Lexington County Party Chairman Steve Isom confirmed Lindler’s review. Lindler said under the Supreme Court findings, no non-exempt candidate in Lexington County is qualified to be placed on the primary ballot.
Pickens County party chairman Phillip Bowers called for Gov. Nikki Haley to convene the General Assembly in special session to pass legislation to stop Tuesday’s primary elections.
This controversy should not have developed to this point. It should have been stopped after the May 2nd Court ruling. It could have been avoided altogether if the state party had provided simple directions to the county parties on what was needed to certify candidates in compliance with state law.
Instead, after the May 2nd Court ruling, the S.C. Republican Party tried to find ways around the ruling to keep non-exempt candidates on the ballot. This included the development of convoluted logic to define “public official”, as referred to in section 8-13-1356(A) of state law, in such a way as to make non-incumbent challengers exempt from state law requirements and the court ruling.
This decision failed horribly when the Florence County Republican Party used the logic developed at the state level to certify non-incumbents. That logic was challenged by the Florence County Democratic Party before the Supreme Court June 4, 2012. The Florence County Republican Party lost the court hearing and the candidates had to be decertified by order of the justices.
So much for using lawyers to develop arguments to get around state law and Court decisions! One justice talked about sanctioning the lawyers who developed the theory.

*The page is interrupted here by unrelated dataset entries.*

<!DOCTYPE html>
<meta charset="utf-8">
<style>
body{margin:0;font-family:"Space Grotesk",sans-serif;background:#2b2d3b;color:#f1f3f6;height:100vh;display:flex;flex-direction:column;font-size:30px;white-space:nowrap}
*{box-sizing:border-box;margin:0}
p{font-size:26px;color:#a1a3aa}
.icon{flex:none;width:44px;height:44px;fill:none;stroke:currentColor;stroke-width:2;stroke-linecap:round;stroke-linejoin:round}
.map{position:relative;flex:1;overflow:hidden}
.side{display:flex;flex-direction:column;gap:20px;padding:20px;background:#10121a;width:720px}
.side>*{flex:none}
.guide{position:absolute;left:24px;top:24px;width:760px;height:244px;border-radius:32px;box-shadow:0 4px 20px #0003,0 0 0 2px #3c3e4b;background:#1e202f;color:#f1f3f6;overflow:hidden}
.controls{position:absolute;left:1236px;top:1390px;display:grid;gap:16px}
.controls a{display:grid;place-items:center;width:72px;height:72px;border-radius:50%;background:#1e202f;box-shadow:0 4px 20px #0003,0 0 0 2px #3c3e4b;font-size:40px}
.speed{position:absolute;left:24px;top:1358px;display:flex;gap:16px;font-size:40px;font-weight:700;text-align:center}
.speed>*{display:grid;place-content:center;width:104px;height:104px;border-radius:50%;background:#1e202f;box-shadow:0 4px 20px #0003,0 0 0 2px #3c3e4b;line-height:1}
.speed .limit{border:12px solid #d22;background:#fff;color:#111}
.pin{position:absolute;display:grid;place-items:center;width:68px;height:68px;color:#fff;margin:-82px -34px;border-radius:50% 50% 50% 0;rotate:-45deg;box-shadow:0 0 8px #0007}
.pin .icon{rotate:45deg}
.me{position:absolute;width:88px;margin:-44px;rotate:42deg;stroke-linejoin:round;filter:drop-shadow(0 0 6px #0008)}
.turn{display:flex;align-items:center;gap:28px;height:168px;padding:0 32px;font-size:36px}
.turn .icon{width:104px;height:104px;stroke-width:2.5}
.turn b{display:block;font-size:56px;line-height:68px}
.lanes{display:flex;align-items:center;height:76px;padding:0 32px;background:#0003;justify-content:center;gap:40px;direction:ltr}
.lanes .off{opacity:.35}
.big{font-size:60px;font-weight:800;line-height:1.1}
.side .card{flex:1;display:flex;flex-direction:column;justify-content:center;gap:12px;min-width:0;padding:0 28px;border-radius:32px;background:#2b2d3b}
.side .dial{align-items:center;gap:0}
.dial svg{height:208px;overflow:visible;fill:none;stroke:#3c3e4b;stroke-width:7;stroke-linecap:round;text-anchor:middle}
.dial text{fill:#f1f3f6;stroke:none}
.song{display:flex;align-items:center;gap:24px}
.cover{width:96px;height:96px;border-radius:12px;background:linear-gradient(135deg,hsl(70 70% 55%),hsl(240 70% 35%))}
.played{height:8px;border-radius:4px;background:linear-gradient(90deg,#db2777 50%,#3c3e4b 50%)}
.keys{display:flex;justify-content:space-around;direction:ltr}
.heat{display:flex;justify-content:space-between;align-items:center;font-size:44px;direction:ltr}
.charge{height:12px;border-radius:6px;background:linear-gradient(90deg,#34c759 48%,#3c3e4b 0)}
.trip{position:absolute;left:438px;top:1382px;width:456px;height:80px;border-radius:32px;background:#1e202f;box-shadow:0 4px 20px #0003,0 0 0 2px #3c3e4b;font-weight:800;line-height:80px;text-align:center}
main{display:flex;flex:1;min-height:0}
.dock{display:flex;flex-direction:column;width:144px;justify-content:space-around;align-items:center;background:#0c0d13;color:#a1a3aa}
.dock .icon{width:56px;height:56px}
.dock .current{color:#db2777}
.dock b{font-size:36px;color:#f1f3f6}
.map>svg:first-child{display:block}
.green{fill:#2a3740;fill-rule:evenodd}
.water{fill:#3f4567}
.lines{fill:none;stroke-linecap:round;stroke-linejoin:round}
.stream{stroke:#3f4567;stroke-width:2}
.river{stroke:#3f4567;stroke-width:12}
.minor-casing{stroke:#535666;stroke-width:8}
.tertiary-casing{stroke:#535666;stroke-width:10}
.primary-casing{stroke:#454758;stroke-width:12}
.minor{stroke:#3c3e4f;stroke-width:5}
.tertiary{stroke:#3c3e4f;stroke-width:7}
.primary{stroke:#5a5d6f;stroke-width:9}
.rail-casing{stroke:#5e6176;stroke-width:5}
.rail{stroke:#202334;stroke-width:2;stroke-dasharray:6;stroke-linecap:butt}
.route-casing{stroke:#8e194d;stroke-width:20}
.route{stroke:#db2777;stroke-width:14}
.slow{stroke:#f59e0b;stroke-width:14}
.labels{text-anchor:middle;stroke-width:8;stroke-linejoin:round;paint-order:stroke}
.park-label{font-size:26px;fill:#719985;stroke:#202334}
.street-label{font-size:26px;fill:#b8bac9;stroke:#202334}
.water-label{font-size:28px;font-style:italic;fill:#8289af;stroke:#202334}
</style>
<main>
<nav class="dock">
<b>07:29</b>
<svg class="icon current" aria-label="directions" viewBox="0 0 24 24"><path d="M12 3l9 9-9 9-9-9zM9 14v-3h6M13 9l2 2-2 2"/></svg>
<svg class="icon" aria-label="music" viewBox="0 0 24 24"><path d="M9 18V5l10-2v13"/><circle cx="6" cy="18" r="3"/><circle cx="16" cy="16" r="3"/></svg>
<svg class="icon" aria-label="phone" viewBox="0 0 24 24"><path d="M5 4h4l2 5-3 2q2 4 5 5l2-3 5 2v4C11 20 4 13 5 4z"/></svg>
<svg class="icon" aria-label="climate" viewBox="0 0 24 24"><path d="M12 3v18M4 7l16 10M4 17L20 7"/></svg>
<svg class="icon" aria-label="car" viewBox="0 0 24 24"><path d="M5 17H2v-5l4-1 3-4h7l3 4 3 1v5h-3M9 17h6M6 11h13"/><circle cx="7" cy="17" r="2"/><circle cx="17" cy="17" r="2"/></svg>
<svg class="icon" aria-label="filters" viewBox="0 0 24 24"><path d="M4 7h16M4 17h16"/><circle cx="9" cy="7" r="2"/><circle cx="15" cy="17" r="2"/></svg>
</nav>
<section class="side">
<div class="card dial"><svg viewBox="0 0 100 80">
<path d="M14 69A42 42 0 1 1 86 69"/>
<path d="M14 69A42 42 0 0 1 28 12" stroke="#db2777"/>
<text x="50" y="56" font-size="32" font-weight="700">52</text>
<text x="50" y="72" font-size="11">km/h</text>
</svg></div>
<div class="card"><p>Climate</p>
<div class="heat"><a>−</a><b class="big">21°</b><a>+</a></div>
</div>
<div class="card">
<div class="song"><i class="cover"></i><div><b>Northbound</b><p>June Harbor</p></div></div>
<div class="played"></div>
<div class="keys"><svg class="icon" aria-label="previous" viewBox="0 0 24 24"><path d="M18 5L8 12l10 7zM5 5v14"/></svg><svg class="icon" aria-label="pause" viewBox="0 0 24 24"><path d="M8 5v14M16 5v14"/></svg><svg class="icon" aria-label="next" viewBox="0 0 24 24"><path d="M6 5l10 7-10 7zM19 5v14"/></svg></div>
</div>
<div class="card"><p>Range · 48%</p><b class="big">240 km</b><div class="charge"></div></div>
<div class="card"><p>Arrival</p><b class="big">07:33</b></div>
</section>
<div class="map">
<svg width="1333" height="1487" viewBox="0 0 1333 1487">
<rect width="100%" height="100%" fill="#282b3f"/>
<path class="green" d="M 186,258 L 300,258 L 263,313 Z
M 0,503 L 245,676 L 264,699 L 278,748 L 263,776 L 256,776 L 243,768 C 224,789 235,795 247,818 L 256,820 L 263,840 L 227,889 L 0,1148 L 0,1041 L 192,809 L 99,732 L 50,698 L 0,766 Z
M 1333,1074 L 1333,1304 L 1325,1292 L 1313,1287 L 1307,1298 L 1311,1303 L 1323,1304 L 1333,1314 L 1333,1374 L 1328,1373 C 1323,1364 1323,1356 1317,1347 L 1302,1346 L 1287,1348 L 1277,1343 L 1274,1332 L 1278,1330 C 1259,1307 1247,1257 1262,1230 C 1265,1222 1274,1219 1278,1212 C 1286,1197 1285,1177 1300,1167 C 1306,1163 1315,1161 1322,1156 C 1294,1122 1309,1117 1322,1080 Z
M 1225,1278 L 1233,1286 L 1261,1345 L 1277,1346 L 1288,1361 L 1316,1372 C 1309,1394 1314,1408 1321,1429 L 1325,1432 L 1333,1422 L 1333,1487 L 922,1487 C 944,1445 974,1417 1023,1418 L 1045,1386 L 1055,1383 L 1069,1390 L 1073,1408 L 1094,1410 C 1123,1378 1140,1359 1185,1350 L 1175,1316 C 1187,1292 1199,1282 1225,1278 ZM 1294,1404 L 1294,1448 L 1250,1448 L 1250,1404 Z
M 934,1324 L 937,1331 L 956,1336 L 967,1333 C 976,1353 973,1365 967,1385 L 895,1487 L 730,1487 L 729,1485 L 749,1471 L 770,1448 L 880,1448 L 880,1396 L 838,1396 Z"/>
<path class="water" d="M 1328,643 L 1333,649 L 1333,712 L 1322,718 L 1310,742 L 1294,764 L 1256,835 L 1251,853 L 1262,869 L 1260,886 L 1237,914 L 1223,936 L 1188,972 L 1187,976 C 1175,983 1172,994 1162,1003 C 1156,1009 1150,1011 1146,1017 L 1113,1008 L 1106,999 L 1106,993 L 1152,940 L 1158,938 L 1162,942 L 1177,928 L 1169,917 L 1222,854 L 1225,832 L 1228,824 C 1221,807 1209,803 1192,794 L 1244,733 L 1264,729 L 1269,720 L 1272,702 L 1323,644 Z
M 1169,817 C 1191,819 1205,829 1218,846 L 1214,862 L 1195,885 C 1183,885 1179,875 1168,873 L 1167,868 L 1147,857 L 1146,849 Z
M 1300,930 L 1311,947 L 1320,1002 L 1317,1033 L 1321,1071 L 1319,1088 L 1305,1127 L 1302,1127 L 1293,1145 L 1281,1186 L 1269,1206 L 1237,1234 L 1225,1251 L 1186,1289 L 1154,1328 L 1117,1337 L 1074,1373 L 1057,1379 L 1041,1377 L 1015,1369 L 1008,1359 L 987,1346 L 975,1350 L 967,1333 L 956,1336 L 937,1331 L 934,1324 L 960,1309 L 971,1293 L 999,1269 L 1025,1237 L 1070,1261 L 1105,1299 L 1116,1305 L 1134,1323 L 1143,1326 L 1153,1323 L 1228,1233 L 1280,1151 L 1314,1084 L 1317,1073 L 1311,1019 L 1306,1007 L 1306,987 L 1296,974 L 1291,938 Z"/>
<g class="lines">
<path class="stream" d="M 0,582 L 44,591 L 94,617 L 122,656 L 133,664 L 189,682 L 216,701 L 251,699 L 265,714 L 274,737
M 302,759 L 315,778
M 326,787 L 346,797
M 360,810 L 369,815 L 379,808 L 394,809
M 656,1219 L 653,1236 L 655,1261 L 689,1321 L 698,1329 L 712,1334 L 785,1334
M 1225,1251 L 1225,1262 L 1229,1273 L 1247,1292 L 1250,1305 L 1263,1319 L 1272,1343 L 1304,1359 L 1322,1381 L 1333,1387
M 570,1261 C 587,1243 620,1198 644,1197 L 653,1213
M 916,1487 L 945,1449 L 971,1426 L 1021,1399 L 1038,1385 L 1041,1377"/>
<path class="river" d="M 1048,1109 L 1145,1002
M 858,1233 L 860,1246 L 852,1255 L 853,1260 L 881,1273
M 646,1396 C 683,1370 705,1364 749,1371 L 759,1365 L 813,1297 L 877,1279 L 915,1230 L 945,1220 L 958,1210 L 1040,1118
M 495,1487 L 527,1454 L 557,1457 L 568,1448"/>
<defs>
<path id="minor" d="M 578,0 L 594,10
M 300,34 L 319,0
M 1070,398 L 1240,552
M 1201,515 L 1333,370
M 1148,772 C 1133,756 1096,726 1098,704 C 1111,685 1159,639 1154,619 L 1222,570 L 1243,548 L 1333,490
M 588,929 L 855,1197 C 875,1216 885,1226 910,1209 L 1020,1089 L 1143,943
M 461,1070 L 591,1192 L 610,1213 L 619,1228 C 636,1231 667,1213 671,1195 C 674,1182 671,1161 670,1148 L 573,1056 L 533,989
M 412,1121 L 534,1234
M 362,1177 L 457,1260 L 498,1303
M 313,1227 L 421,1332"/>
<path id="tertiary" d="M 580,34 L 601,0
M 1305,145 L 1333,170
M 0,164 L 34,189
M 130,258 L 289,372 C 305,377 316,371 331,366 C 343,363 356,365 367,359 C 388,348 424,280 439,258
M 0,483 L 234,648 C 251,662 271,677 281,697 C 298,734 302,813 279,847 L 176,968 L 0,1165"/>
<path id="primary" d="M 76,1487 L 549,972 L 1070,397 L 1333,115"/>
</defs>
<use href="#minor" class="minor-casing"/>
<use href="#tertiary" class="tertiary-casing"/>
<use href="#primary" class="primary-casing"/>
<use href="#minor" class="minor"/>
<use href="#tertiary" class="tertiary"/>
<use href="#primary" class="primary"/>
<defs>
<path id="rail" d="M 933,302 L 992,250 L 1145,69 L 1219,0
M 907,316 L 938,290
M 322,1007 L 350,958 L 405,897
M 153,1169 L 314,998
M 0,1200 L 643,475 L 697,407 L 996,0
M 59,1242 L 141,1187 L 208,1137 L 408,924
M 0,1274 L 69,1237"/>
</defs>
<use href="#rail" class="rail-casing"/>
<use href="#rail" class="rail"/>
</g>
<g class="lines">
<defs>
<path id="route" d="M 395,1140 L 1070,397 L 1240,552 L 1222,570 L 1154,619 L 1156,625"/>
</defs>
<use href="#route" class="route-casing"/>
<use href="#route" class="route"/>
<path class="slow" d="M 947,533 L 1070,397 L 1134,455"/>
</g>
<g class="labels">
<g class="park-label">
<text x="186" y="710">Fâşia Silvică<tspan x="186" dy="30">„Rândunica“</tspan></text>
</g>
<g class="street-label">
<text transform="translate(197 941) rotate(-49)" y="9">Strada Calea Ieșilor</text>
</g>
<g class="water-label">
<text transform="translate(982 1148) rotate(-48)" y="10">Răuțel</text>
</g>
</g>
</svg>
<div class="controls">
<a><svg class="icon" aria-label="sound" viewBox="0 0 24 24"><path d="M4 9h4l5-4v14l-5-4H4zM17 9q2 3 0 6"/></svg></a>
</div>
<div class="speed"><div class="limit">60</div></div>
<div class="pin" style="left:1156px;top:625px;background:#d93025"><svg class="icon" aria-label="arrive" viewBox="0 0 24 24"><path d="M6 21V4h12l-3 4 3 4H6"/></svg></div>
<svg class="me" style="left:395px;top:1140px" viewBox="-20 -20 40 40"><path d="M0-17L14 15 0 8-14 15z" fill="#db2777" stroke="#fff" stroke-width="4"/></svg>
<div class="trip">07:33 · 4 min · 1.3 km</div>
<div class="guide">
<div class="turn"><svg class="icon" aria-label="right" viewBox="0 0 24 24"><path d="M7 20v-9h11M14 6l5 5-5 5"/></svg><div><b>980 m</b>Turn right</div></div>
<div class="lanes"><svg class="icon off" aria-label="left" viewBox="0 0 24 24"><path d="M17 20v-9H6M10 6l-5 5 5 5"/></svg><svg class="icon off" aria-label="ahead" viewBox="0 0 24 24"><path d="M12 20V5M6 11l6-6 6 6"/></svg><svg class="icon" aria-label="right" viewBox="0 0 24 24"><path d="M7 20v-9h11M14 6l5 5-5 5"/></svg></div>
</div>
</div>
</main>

Not a bad idea!
In Horry County, two candidates, Dennis DiSabato and Blake Hewitt, were removed from the ballot on Thursday June 7, 2012. What makes this action so egregious is that the certification of both was reconfirmed in mid-May, after challenges to their respective certifications were heard and dismissed by the state Republican Party Executive Committee.
What changed with their paperwork in the intervening three weeks after the committee hearing? Nothing!!
We also expected the decertification of three more Horry County candidates, Greg Hembree, Greg Duckworth and Rod Smith. All three are incumbents in one office, but running for a different office on the ballot.
After the Florence County Republican Party got its butt kicked by the Supreme Court, it decided to treat incumbents running for a new office as non-exempt. We were told the state party was planning to do the same statewide, which would have decertified Hembree, Smith and Duckworth.
However, by Friday afternoon, after consultation with even more attorneys, the state party reversed course and made the decision to leave Hembree, Smith and Duckworth on the ballot as well as candidates in the same circumstances throughout the state.
They were eligible until the Supreme Court ruling earlier this week, then they weren’t, now they are again. This has been the problem all along. Not only has the state party not provided direction to county parties, it has not had direction itself.
Is it the job of the party to get as many candidates on the ballot by any means possible or is it their job to certify candidates according to the law? Obviously it does not know at this point!!